Temporal Dynamics of Competition between Statistical Learning and Episodic Memory in Intracranial Recordings of Human Visual Cortex

Electrode coverage. The contact locations on the grid, strip, and/or depth electrodes for each participant are plotted as circles in standard brain space. Contacts colored in blue were localized to the visual cortex mask.

Category evidence analysis pipeline.
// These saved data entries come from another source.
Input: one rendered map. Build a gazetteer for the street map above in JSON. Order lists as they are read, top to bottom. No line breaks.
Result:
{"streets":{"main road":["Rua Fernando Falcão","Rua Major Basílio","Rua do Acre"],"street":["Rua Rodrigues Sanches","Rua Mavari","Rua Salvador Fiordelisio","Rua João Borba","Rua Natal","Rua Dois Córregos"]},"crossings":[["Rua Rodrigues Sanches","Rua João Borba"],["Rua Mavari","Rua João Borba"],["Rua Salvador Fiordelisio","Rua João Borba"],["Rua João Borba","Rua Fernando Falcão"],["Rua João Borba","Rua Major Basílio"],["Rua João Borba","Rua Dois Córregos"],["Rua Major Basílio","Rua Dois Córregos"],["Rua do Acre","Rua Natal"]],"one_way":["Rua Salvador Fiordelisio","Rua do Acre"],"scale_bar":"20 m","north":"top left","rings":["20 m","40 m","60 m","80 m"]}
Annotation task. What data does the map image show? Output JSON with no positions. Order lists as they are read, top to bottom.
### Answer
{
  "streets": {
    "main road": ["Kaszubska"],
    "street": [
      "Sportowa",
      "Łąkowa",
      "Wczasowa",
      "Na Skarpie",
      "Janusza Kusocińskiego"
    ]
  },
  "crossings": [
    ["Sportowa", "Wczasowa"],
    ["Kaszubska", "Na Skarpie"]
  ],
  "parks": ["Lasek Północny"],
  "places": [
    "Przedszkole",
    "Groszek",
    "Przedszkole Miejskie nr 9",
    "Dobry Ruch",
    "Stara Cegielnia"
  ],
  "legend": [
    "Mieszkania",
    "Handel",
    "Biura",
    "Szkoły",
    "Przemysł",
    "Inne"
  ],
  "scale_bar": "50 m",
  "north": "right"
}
A, A Morlet wavelet approach was used to extract time-frequency information from contacts in visual cortex. This resulted in contact by frequency vectors for every time point of encoding phase and memory phase trials, which served as the neural patterns for subsequent analysis steps. B, To identify the neural patterns that distinguished between categories, we ran a series of binary classifiers for every pair of categories from the memory phase trials. These classifiers were trained on the contact by frequency vectors for a single time point or set of time points. The classifiers were then tested on time points from held-out data. C, After a series of feature selection steps, we chose the per-participant top-N time point set that produced the best classification accuracy, and then averaged contact by frequency vectors across those time points (across all exemplars of a given category) to create a “template” of neural activity for each category. D, We then correlated the template for each category from the memory phase with the contact by frequency vector at each time point of each trial/exemplar from that category during the (independent) encoding phase, yielding a time course of pattern similarity reflecting neural category evidence.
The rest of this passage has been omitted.